Love birds, err, ponies

18 10 2021

Gaia and Storm enjoy a little couple time on a ridge a bit southwest of McKenna Peak.

Finding them was a definite case of being in the absolute right place at the absolute right time; I saw Gaia and another horse from a distance … and then they disappeared again. I didn’t see them on my hike out to them until I was below their ridge, where another band member was napping just visible at the near-top of the ridge.

I’m always glad to see these guys. They’re so rarely seen!





Grey rock gone red

16 10 2021

Seneca walks past a sunset-lit background rarely seen from this angle in the far southeastern region of Spring Creek Basin. The usual grey of the Mancos shale was lit up by intense low light, making it glow red. A brilliant background for a brilliant girl (even if she does seem to be showing her grumpy face!).





Sprint before the rain

30 09 2021

The most lovely Terra gallops across the landscape to keep up with her band.

Clouds in the background (east-southeast) seemed to promise rain, but we didn’t get any until the next morning – an intense, quick little storm from the west – and that, just a drizzle.

I do love that horizon! It looks like a master’s painting!





The grey lady

25 09 2021

Not even a dusting of mud can dim the loveliness of beautiful Alegre.





Moon over Disappointment

20 09 2021

Magic happens.

I rest my case. 🙂





More mares … and a stallion

18 09 2021

From left: Dundee, Rowan and Aiyanna. A little golden girl bookended by two dun girls – one with awesome spots! Not only is Aiyanna now our only dun pinto, she’s the only pinto in Spring Creek Basin with all solid legs. Raven, our black-and-white girl from Sand Wash Basin in 2008, has one stocking. 🙂 All our homebred pinto ponies have white legs.

The Sunday after their release into Spring Creek Basin, I looked low and high, down and up, forth and back and forth again and all around for those girls. But though I saw most of the Spring Creek Basin mustangs, for the life of me, I couldn’t spot even a swishing tail or flicking ear of the new girls. My hunch was that they found a sheltered swale and hunkered down for the day and took long naps punctuated by contented grazing and deep swallows of good pond water.

Monday morning, I was in the basin shortly after sunrise, and voila! Not only were the mares right in sight, they were with a young stallion. A young stallion who had been, the night before, with his family a few miles to the south.

Even if I hadn’t known that, by the swirling movement of the horses, it was clear that introductions had been made later that night or even just a bit earlier that morning. His family was a bit split – his uncle, in particular, seemed perturbed that the young prince and not himself was the one to win the mares – and there was another family just up the hill from them, who also had been miles away the night before.

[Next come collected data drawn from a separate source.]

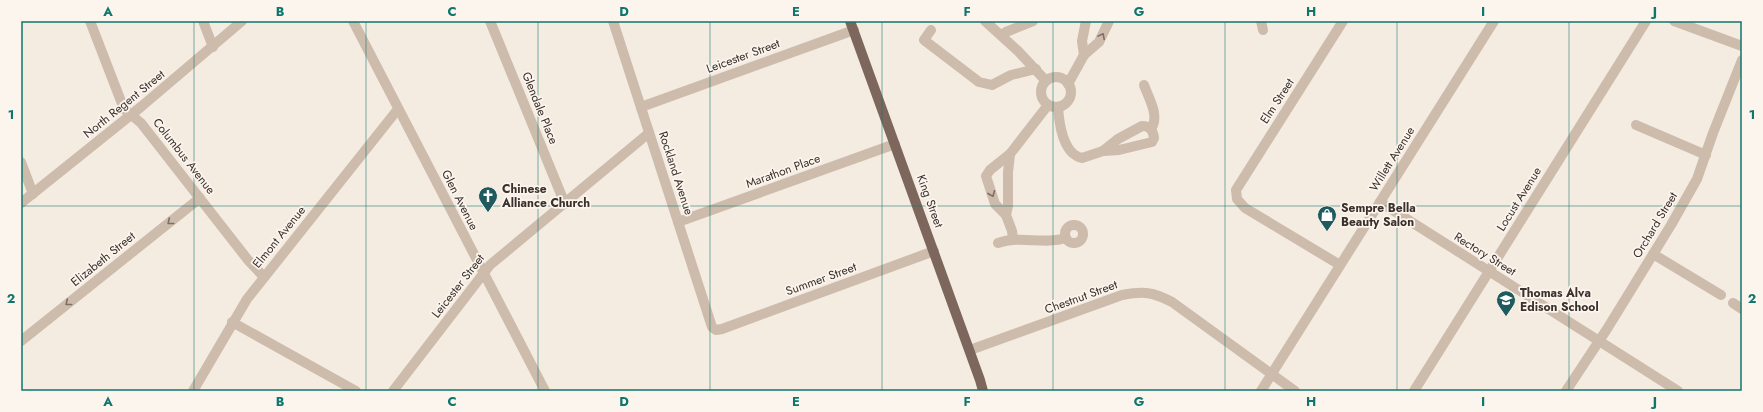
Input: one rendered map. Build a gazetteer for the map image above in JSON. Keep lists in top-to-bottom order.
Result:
{
  "streets": {
    "main road": ["King Street"],
    "street": [
      "Leicester Street",
      "Elm Street",
      "North Regent Street",
      "Glendale Place",
      "Columbus Avenue",
      "Willett Avenue",
      "Marathon Place",
      "Rockland Avenue",
      "Locust Avenue",
      "Glen Avenue",
      "Orchard Street",
      "Elmont Avenue",
      "Rectory Street",
      "Elizabeth Street",
      "Summer Street",
      "Chestnut Street"
    ]
  },
  "crossings": [
    ["Leicester Street", "Glendale Place"],
    ["Leicester Street", "Rockland Avenue"],
    ["Leicester Street", "Glen Avenue"],
    ["Leicester Street", "King Street"],
    ["Elm Street", "Willett Avenue"],
    ["North Regent Street", "Columbus Avenue"],
    ["Columbus Avenue", "Elmont Avenue"],
    ["Columbus Avenue", "Elizabeth Street"],
    ["Willett Avenue", "Rectory Street"],
    ["Willett Avenue", "Chestnut Street"],
    ["Marathon Place", "Rockland Avenue"],
    ["Marathon Place", "King Street"],
    ["Rockland Avenue", "Summer Street"],
    ["Locust Avenue", "Rectory Street"],
    ["Glen Avenue", "Elmont Avenue"],
    ["King Street", "Summer Street"],
    ["King Street", "Chestnut Street"],
    ["Orchard Street", "Rectory Street"]
  ],
  "one_way": ["Elizabeth Street"],
  "places": {
    "church": ["Chinese Alliance Church"],
    "shop": ["Sempre Bella Beauty Salon"],
    "school or university": ["Thomas Alva Edison School"]
  },
  "grid": {
    "columns": [
      "A",
      "B",
      "C",
      "D",
      "E",
      "F",
      "G",
      "H",
      "I",
      "J"
    ],
    "rows": ["1", "2"]
  }
}
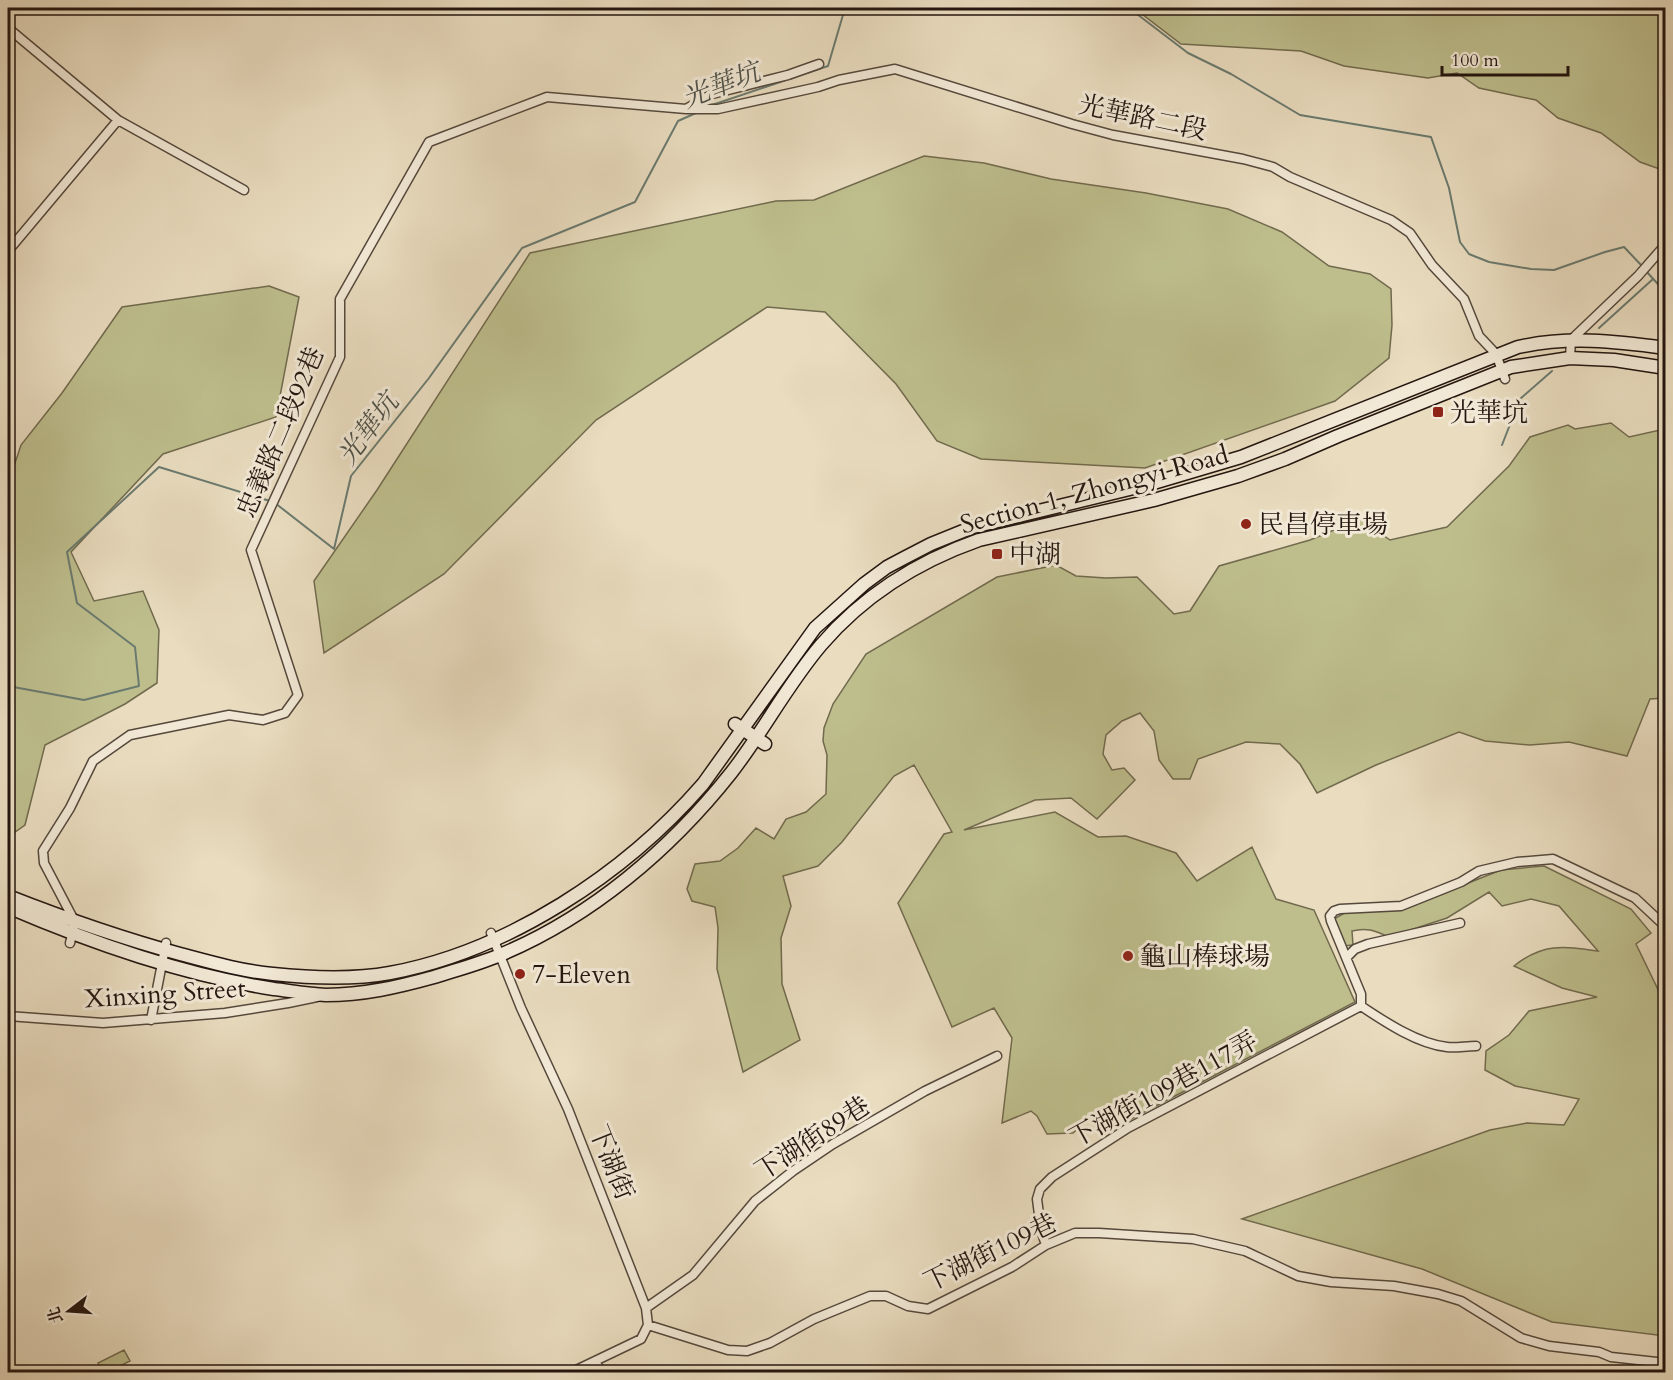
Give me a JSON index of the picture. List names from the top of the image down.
{
  "streets": {
    "main road": ["Section 1, Zhongyi Road"],
    "street": [
      "光華路二段",
      "忠義路二段92巷",
      "Xinxing Street",
      "下湖街109巷117弄",
      "下湖街89巷",
      "下湖街",
      "下湖街109巷"
    ]
  },
  "crossings": [
    ["光華路二段", "忠義路二段92巷"],
    ["光華路二段", "Section 1, Zhongyi Road"],
    ["忠義路二段92巷", "Section 1, Zhongyi Road"],
    ["Section 1, Zhongyi Road", "Xinxing Street"],
    ["Section 1, Zhongyi Road", "下湖街"],
    ["下湖街109巷117弄", "下湖街109巷"],
    ["下湖街89巷", "下湖街"],
    ["下湖街", "下湖街109巷"]
  ],
  "water": ["光華坑"],
  "places": {
    "transit": ["光華坑", "中湖"],
    "other": ["民昌停車場", "龜山棒球場", "7-Eleven"]
  },
  "scale_bar": "100 m",
  "north": "left"
}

Here, the bands are going to water at Spring Creek Basin’s original/main water catchment. In the low-center of the pic are the two long, heavy-plastic aprons (inside a high fence) that catch rainwater and snow and funnel it downhill to the tank at lower left. Out of sight in this pic, farther left, is the trough. Just above the line of horses you can see at lower right, see the other, farther line of horses? That’s the other family that was nearby. When the scuffling started, they headed for the hills (Flat Top is just out of sight to the right) and another pond.

Two *other* bands were above me on the hill when I first spotted the new girls and stopped to watch, and we hung out together to watch the action unfurling below. Before long, they went back to grazing, and when the new girls and their semi-blended new family(s) dropped out of sight over the edge of the ridge east of the catchment aprons, I continued on to see where they were going.

As it turned out, they went south, and with my ankle situation, it was too much for me to follow on foot, so I went back out and around … thinking that, to see the new girls in their new home, with their new stallion, I’d by-gosh make the fairly short hike up the hill above the county road. As it turned out, they’d very thoughtfully and politely come down to within easy viewing of that road. 🙂

So polite, these girls! Could they have paused for a nap in a more delightful setting than one with sunflowers blooming like sunshine all around them?! … You can just see the belly of their new boy beyond Dundee.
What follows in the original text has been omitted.